## Your assignment
Tally the lines in these records that hold the string "import", and reply with the number alone.

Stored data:
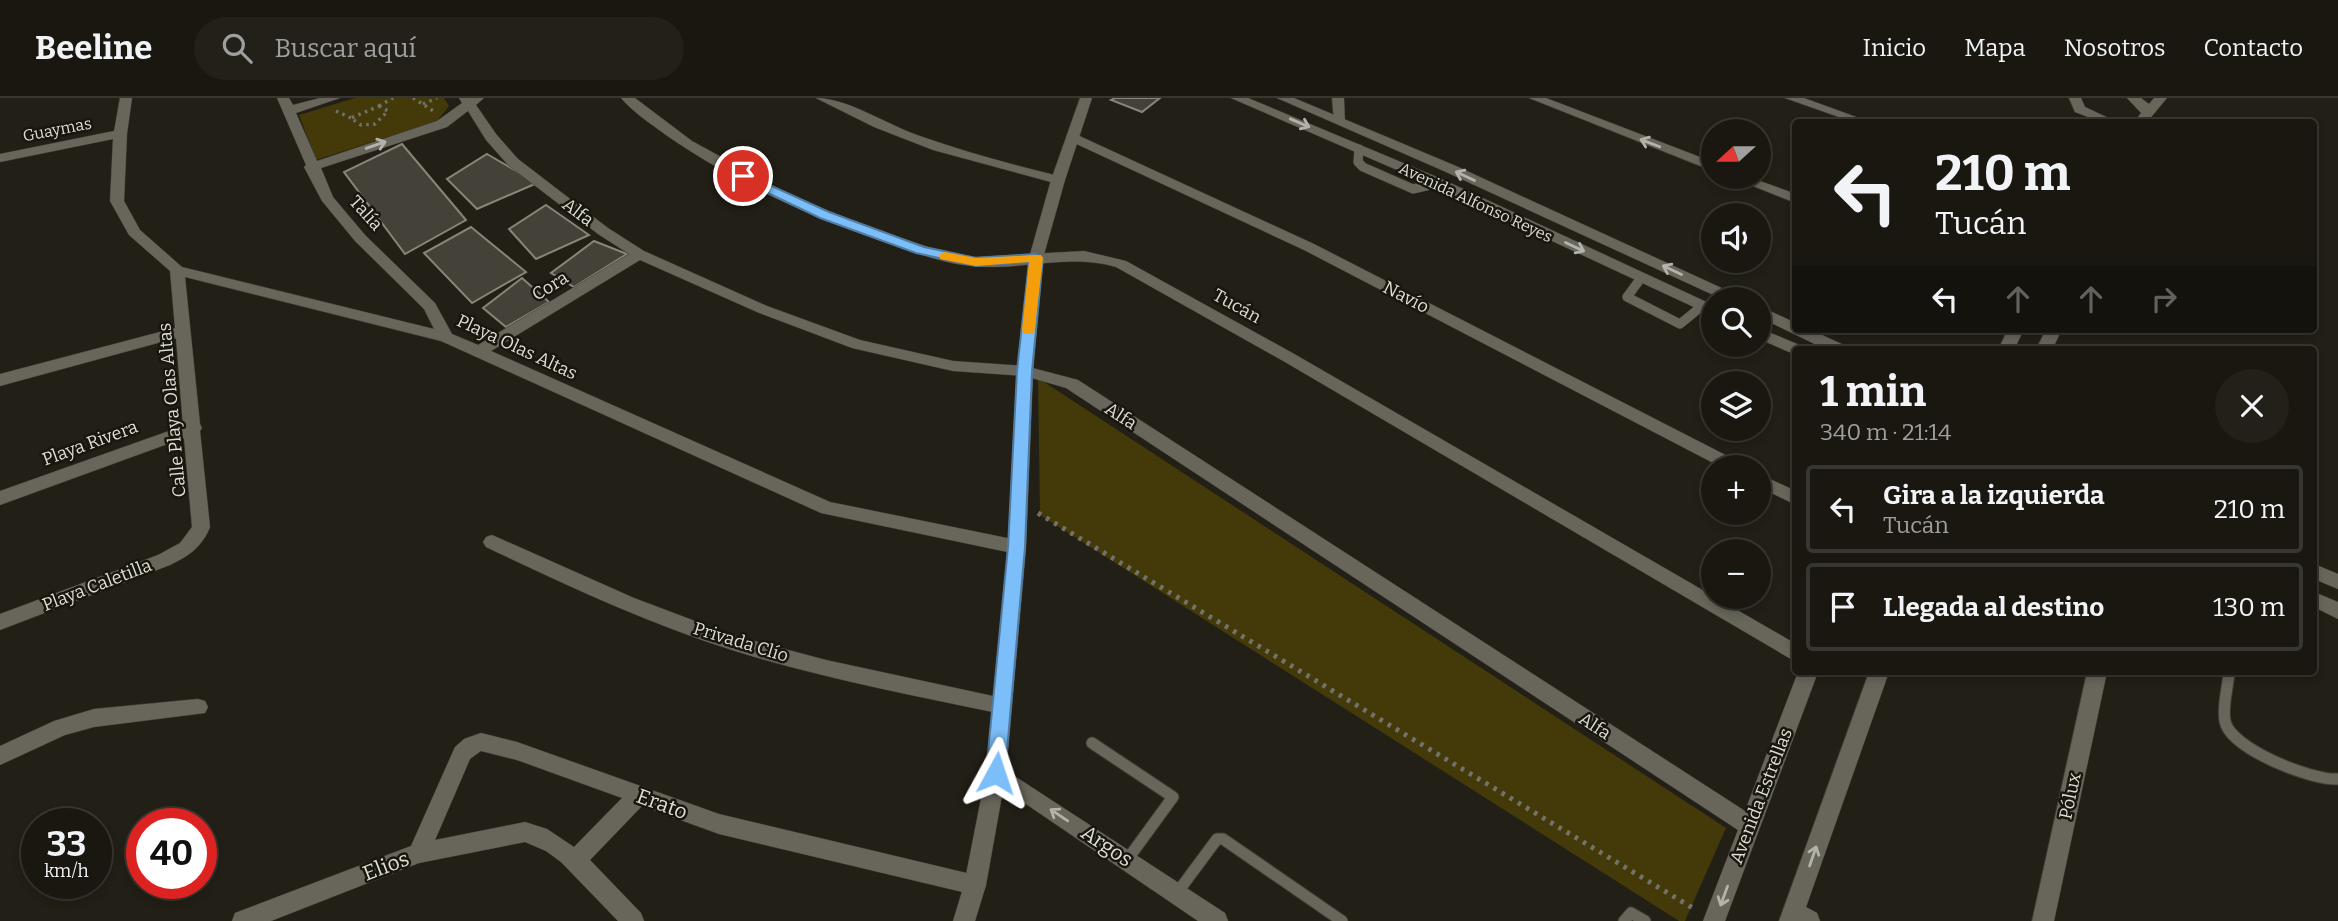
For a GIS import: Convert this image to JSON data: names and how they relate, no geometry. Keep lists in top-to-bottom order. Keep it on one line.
{"streets":{"street":["Guaymas","Avenida Alfonso Reyes","Alfa","Talía","Cora","Navío","Tucán","Playa Olas Altas","Calle Playa Olas Altas","Playa Rivera","Playa Caletilla","Privada Clío","Avenida Estrellas","Pólux","Erato","Argos","Elios"]},"crossings":[["Guaymas","Playa Olas Altas"],["Alfa","Cora"],["Alfa","Avenida Estrellas"],["Talía","Playa Olas Altas"],["Cora","Playa Olas Altas"],["Playa Olas Altas","Calle Playa Olas Altas"],["Calle Playa Olas Altas","Playa Rivera"],["Calle Playa Olas Altas","Playa Caletilla"],["Erato","Elios"]],"one_way":["Argos"],"north":"left","page":{"header":"Beeline","search":"Buscar aquí","nav":["Inicio","Mapa","Nosotros","Contacto"],"map_buttons":["+","−"],"turn":["210 m","Tucán"],"heading":["1 min","340 m · 21:14"],"list":[{"name":"Gira a la izquierda","note":"Tucán","value":"210 m"},{"name":"Llegada al destino","value":"130 m"}],"speed":"33 km/h","limit":"40"}}
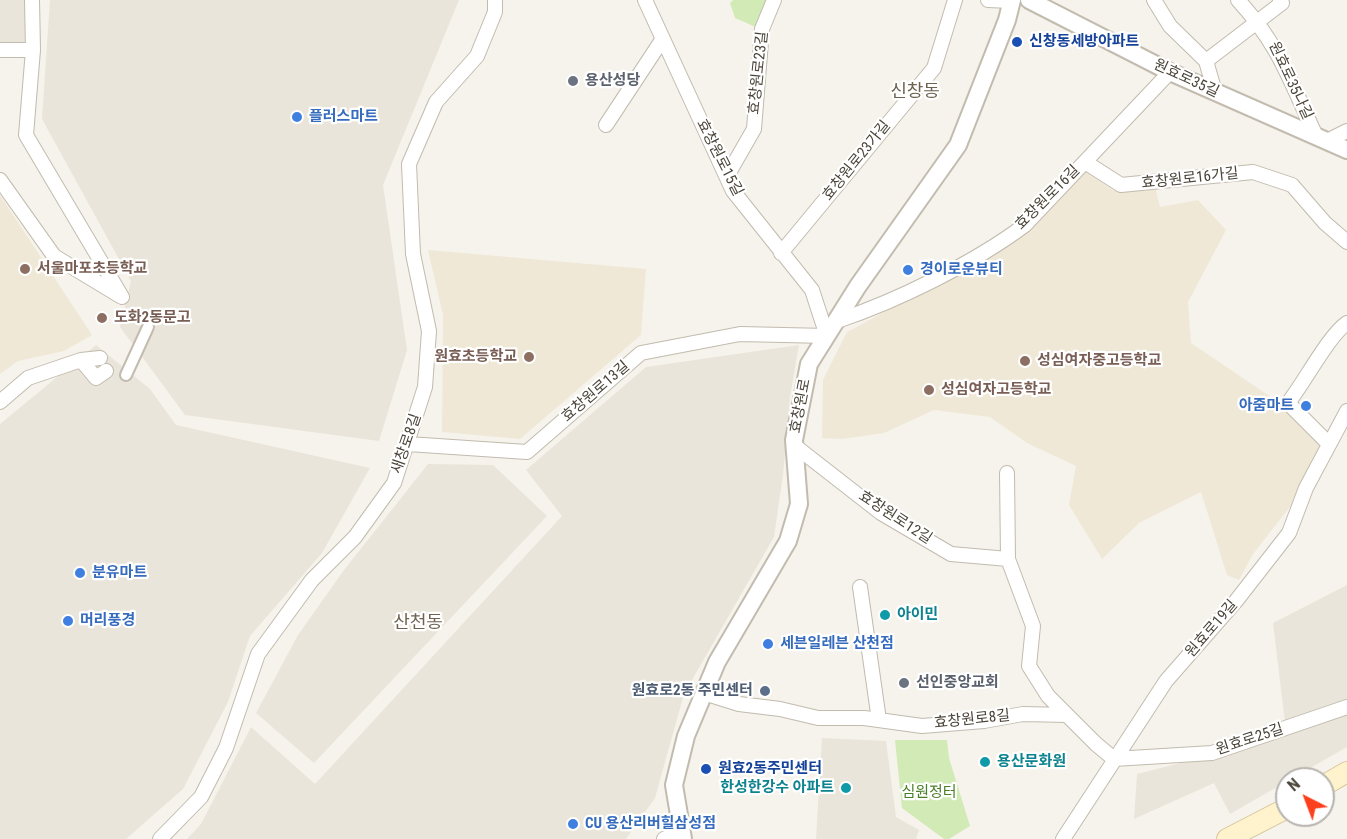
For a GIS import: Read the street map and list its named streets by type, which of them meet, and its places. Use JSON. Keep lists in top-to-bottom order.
{
  "streets": {
    "street": [
      "효창원로23길",
      "원효로35길",
      "원효로35나길",
      "효창원로15길",
      "효창원로23가길",
      "효창원로16가길",
      "효창원로16길",
      "효창원로13길",
      "효창원로",
      "새창로8길",
      "효창원로12길",
      "원효로19길",
      "효창원로8길",
      "원효로25길"
    ]
  },
  "crossings": [
    ["효창원로23길", "효창원로15길"],
    ["원효로35길", "원효로35나길"],
    ["원효로35길", "효창원로16길"],
    ["효창원로15길", "효창원로23가길"],
    ["효창원로15길", "효창원로13길"],
    ["효창원로15길", "효창원로"],
    ["효창원로16가길", "효창원로16길"],
    ["효창원로16길", "효창원로"],
    ["효창원로13길", "효창원로"],
    ["효창원로13길", "새창로8길"],
    ["효창원로", "효창원로12길"],
    ["효창원로", "효창원로8길"],
    ["원효로19길", "원효로25길"]
  ],
  "districts": ["신창동", "산천동"],
  "parks": ["심원정터"],
  "places": [
    "신창동세방아파트",
    "용산성당",
    "플러스마트",
    "서울마포초등학교",
    "경이로운뷰티",
    "도화2동문고",
    "원효초등학교",
    "성심여자중고등학교",
    "성심여자고등학교",
    "아줌마트",
    "분유마트",
    "아이민",
    "머리풍경",
    "세븐일레븐 산천점",
    "선인중앙교회",
    "원효로2동 주민센터",
    "용산문화원",
    "원효2동주민센터",
    "한성한강수 아파트",
    "CU 용산리버힐삼성점"
  ],
  "north": "top left"
}
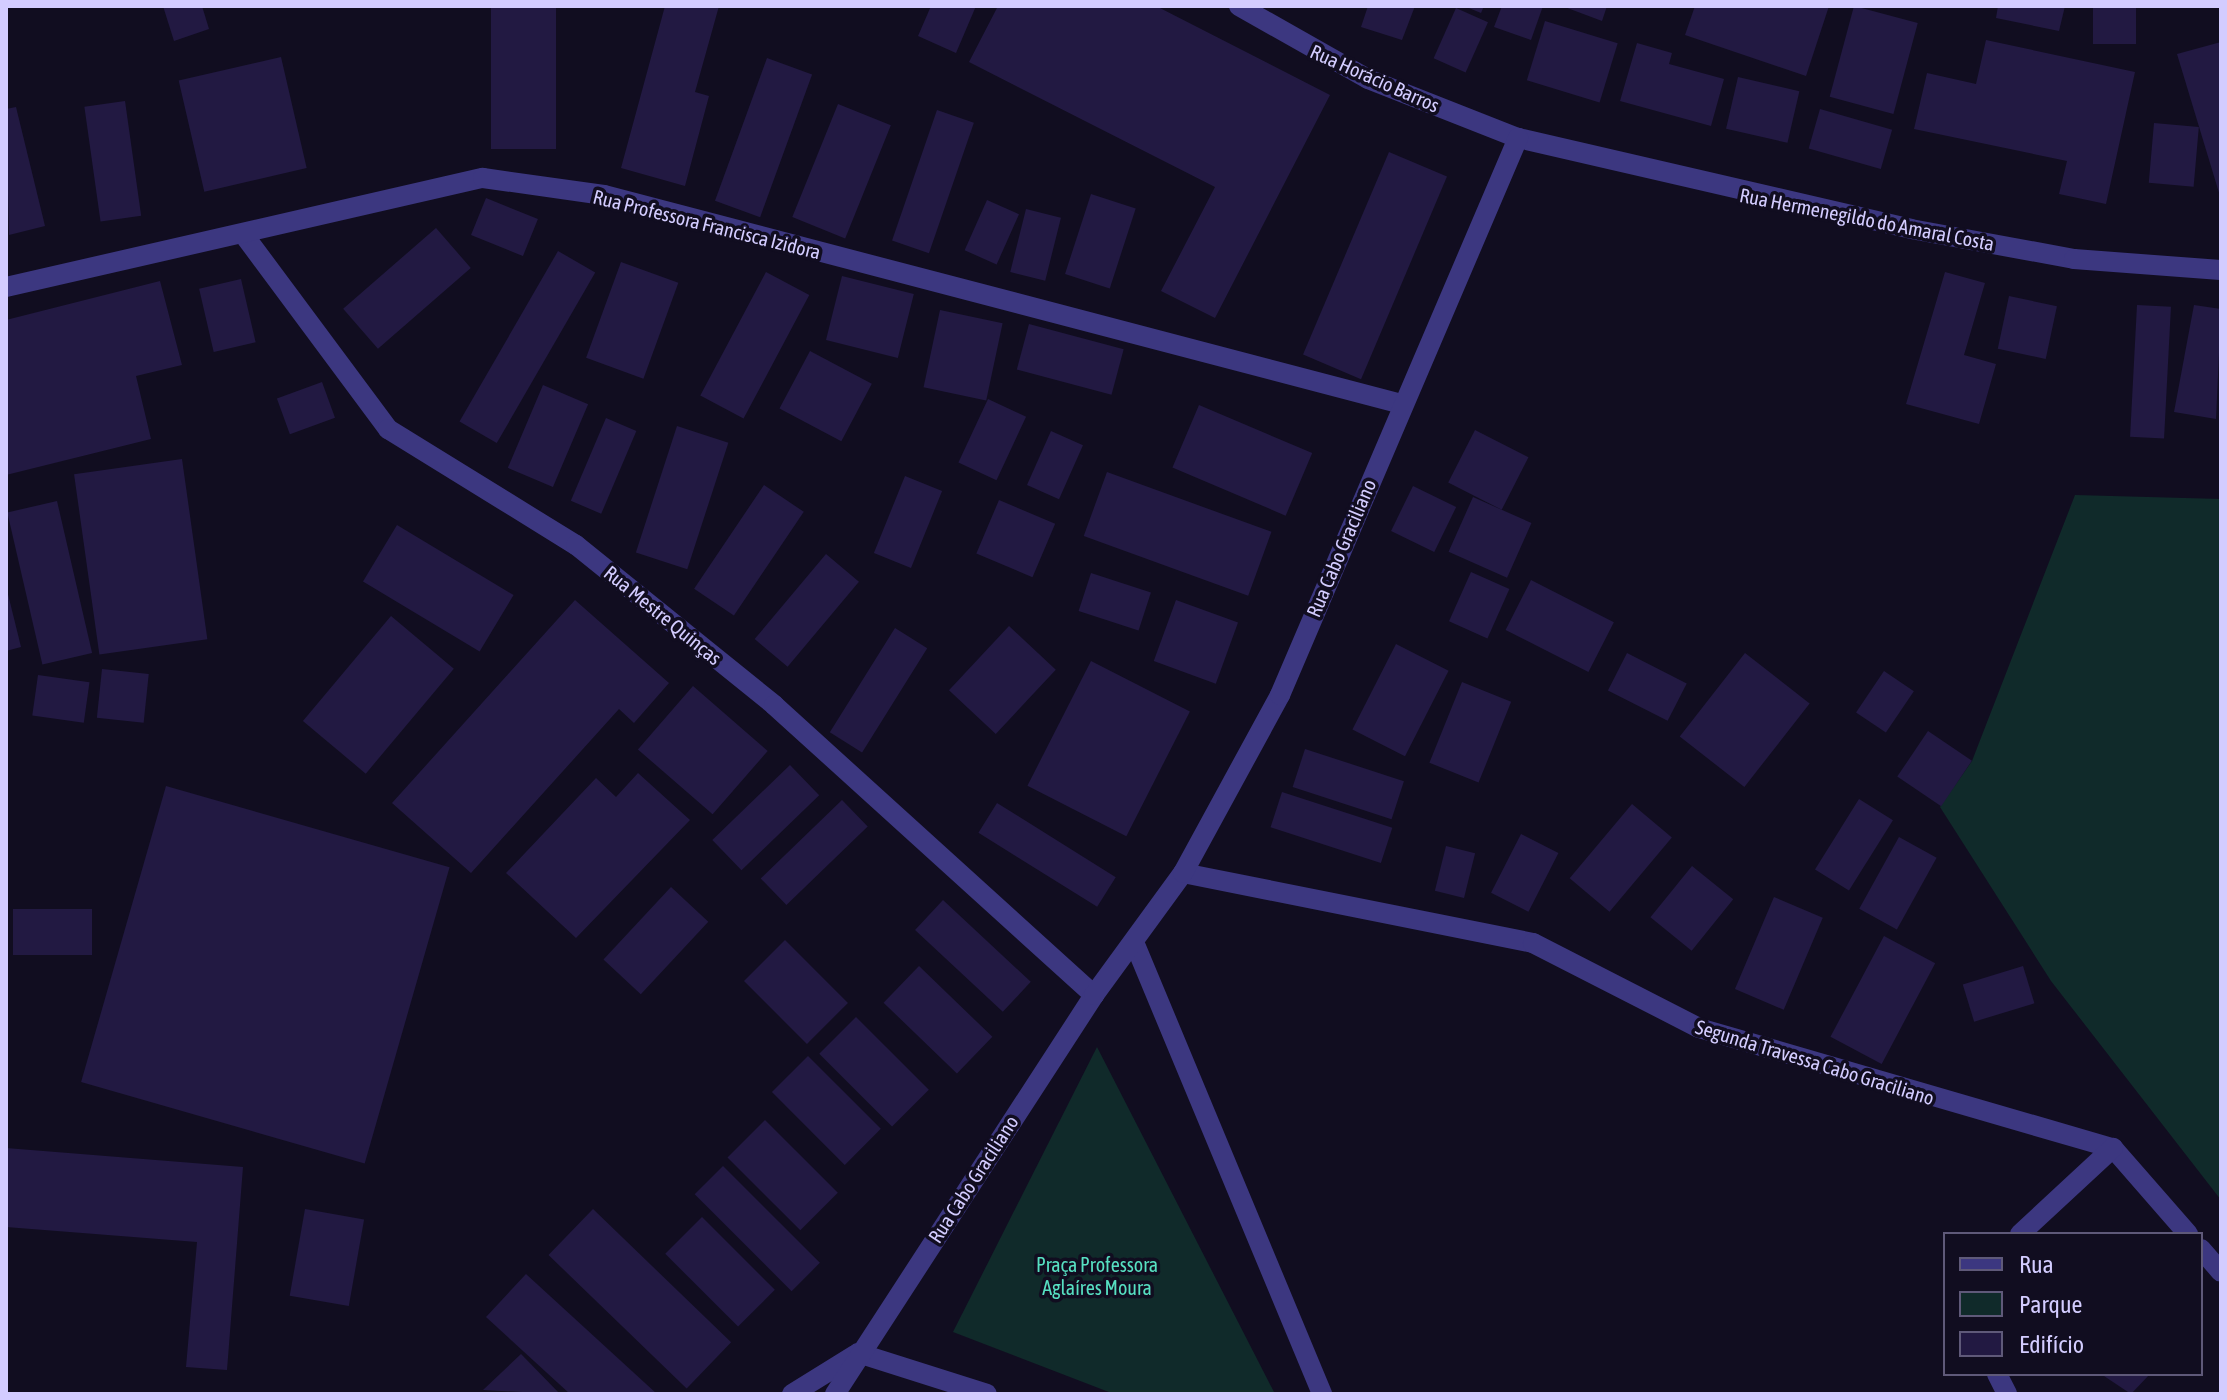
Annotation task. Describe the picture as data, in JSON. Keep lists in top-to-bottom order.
{
  "streets": {
    "street": [
      "Rua Horácio Barros",
      "Rua Hermenegildo do Amaral Costa",
      "Rua Professora Francisca Izidora",
      "Rua Cabo Graciliano",
      "Rua Mestre Quinças",
      "Segunda Travessa Cabo Graciliano"
    ]
  },
  "crossings": [
    ["Rua Horácio Barros", "Rua Hermenegildo do Amaral Costa"],
    ["Rua Horácio Barros", "Rua Cabo Graciliano"],
    ["Rua Hermenegildo do Amaral Costa", "Rua Cabo Graciliano"],
    ["Rua Professora Francisca Izidora", "Rua Cabo Graciliano"],
    ["Rua Professora Francisca Izidora", "Rua Mestre Quinças"],
    ["Rua Cabo Graciliano", "Rua Mestre Quinças"],
    ["Rua Cabo Graciliano", "Segunda Travessa Cabo Graciliano"]
  ],
  "parks": ["Praça Professora Aglaíres Moura"],
  "legend": ["Rua", "Parque", "Edifício"]
}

## Solved exercise
2